# [Assignment]
Beginning with the first line, transcribe the entries below exactly through the line containing "Give me a JSON", inclusive.
-*-
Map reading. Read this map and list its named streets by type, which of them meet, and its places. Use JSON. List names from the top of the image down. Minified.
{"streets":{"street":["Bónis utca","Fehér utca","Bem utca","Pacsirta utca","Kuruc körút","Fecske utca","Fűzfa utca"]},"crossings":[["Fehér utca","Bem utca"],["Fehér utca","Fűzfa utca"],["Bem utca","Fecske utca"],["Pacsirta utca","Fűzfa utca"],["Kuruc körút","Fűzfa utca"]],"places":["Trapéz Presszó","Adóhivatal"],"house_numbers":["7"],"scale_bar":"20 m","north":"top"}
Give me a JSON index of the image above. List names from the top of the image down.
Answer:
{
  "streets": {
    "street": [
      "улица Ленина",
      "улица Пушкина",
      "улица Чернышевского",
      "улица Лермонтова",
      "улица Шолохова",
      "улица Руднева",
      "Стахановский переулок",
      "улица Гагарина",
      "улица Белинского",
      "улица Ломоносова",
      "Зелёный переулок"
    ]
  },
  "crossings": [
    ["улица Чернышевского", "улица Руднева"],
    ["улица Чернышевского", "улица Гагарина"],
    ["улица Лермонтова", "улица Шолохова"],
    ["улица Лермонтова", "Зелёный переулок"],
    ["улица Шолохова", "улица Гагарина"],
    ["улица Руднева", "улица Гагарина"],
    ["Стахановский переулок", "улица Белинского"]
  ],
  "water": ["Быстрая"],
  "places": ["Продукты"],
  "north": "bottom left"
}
-*-
# [Response for this exercise]
Map reading. Read this map and list its named streets by type, which of them meet, and its places. Use JSON. List names from the top of the image down. Minified.
{"streets":{"street":["Bónis utca","Fehér utca","Bem utca","Pacsirta utca","Kuruc körút","Fecske utca","Fűzfa utca"]},"crossings":[["Fehér utca","Bem utca"],["Fehér utca","Fűzfa utca"],["Bem utca","Fecske utca"],["Pacsirta utca","Fűzfa utca"],["Kuruc körút","Fűzfa utca"]],"places":["Trapéz Presszó","Adóhivatal"],"house_numbers":["7"],"scale_bar":"20 m","north":"top"}
Give me a JSON index of the image above. List names from the top of the image down.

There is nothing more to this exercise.